The only real technical option is to use your own internet connection via a 3G mobile or similar technology. You could install a local proxy, and route your HTTPS connections over the 3G link, and everything else over the college network.
SSL interception by internet filters in education institutions is becoming a widespread practice. If you want to take a stand against this, investigate your legal options. In many jurisdictions, interception of private communications without the consent of both parties is a violation of wiretap law. Even if the argument holds that you wilfully consented to the interception by installing the SSL certificate, it is certainly the case that the remote web site did not. As far as I know, no student has ever challenged SSL interception on this basis, but someone has to be the first. I was once told by senior staff at a filtering company that if SSL interception is illegal, it's not their problem - it's their customer who is breaking the law - and they have to offer it as an option or else they will lose sales.

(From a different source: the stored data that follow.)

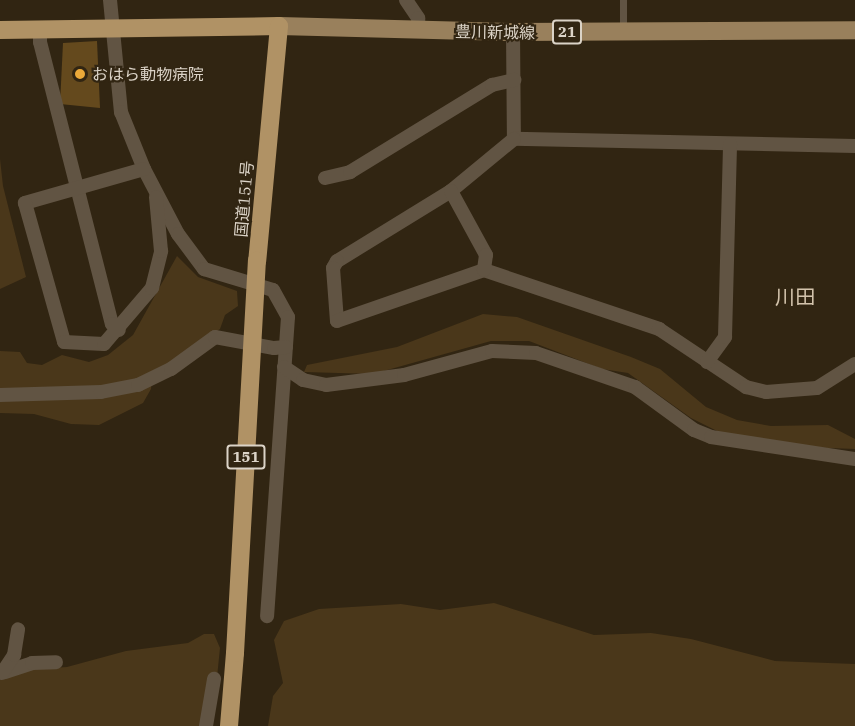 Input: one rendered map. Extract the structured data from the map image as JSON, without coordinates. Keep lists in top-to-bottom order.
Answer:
{
  "streets": {
    "highway": ["国道151号", "151"],
    "main road": ["豊川新城線", "21"]
  },
  "crossings": [
    ["豊川新城線", "国道151号"]
  ],
  "districts": ["川田"],
  "places": ["おはら動物病院"]
} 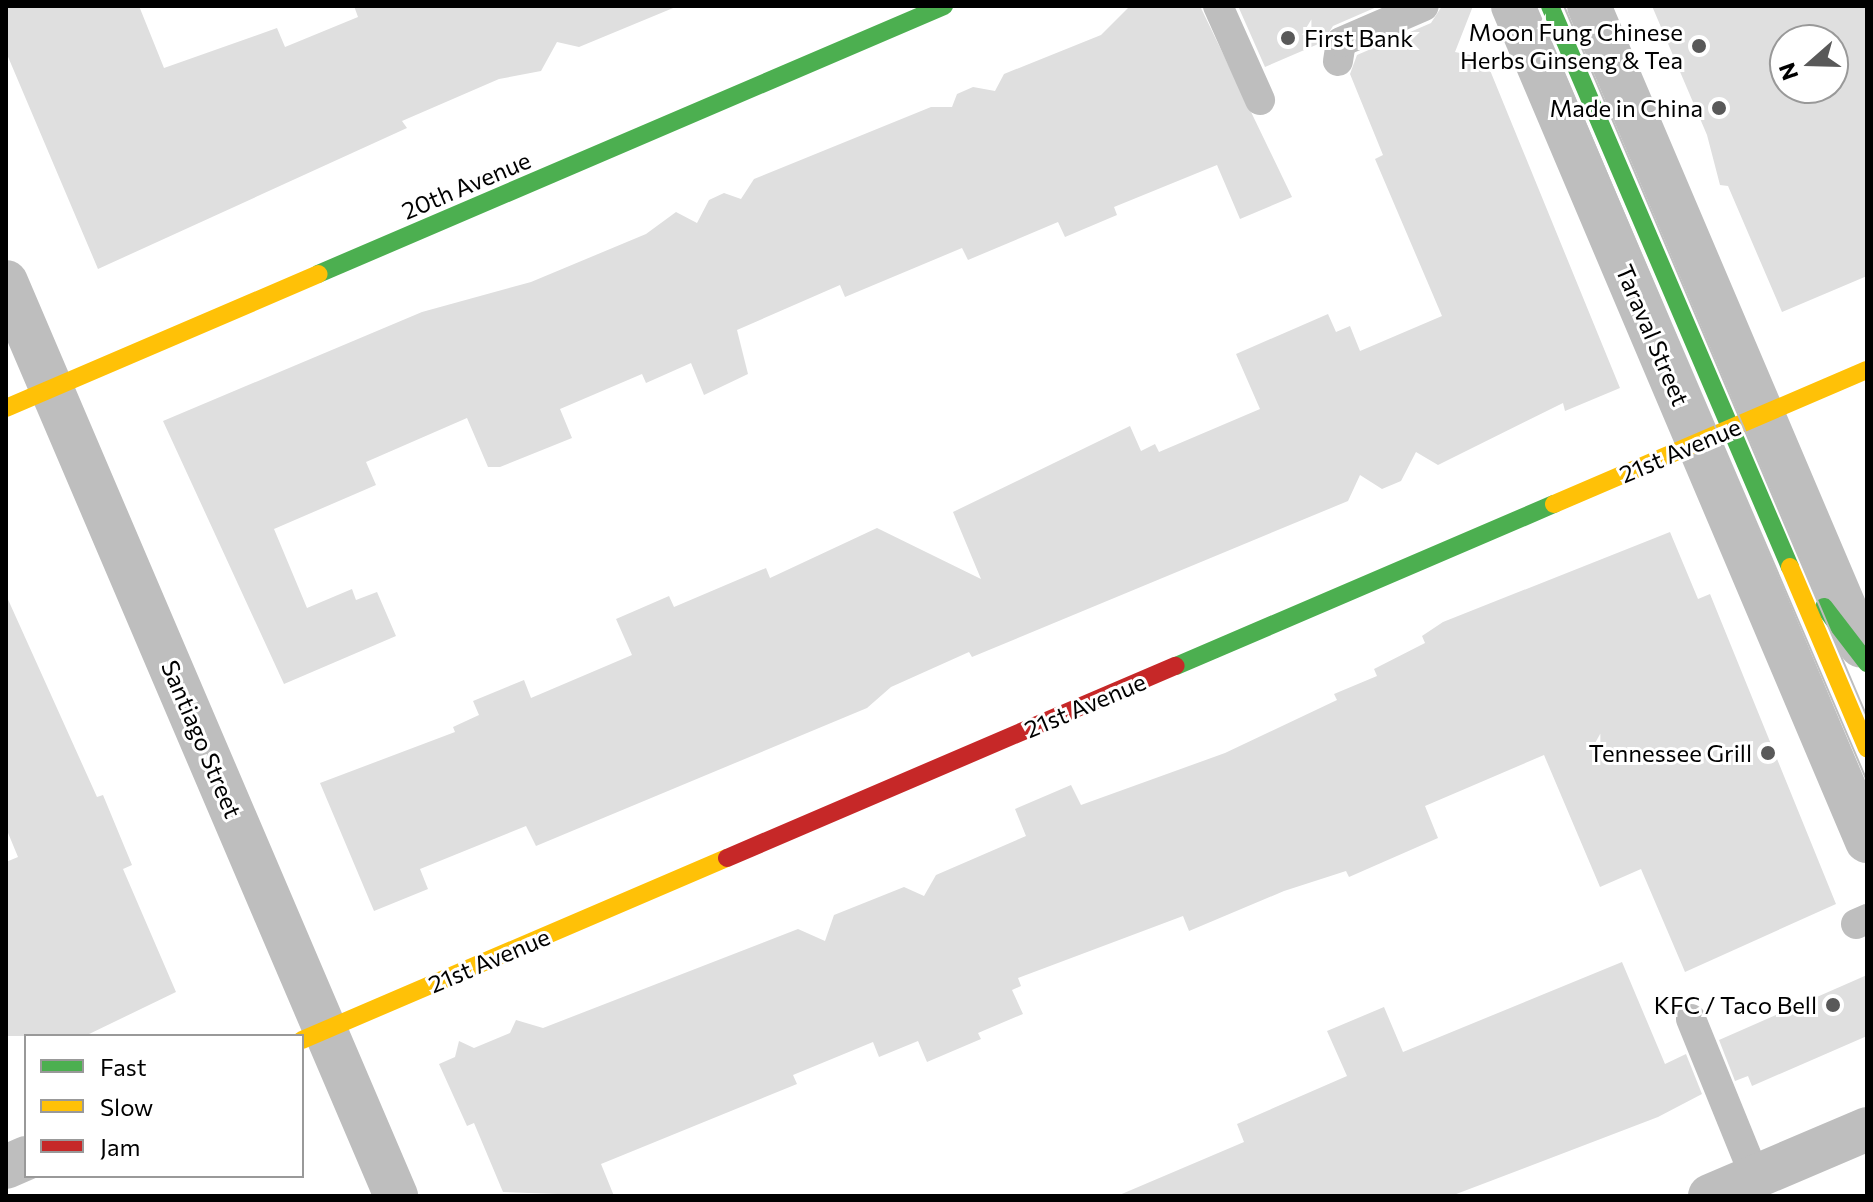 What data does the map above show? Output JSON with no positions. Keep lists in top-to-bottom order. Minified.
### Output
{"streets":{"street":["20th Avenue","Taraval Street","21st Avenue","Santiago Street"]},"crossings":[["20th Avenue","Santiago Street"],["Taraval Street","21st Avenue"],["21st Avenue","Santiago Street"]],"places":["First Bank","Moon Fung Chinese Herbs Ginseng & Tea","Made in China","Tennessee Grill","KFC / Taco Bell"],"legend":["Fast","Slow","Jam"],"north":"left"}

The security on these internet filters/firewalls is often appallingly bad:
Some use the same SSL certificate for all of their customers. Trivial to extract with admin or physical access. If one firewall is compromised, every firewall is.
Use of old software with known security vulnerabilities. I know of one commercial provider with a current product line based on software released in 2004. If you can get user access, root access is trivial.
Insecure remote access. Support teams typically use the same installation and remote maintenance password for all customers. An attacker who knows that password can remotely access any customer system.
There is a "white list" of sites that SSL interception is not supposed to be done on (such as major banks). However, if you have access to the system it is trivial to modify the software to ignore or drop the white list.
I know of at least one case where an external attacker managed to gain access to the development server holding the source code for a major firewall product. The lead developer told me, "we have no idea how far they got in the internal network, or what they did once they were in."
The take home message is that these devices are quite vulnerable to a determined hacker, and once access is gained, they could trivially intercept every password of every SSL connection of hundreds of thousands of users. I'm surprised that we haven't heard anything yet about this kind of attack being carried out, but perhaps it already has and the hackers are too busy emptying bank accounts to brag about it. Public knowledge of such an attack would be hugely damaging for any firewall/filter supplier, and they would do everything they could to cover it up.
Update Dec 2015: Backdoors found in Juniper firewall, present since 2012.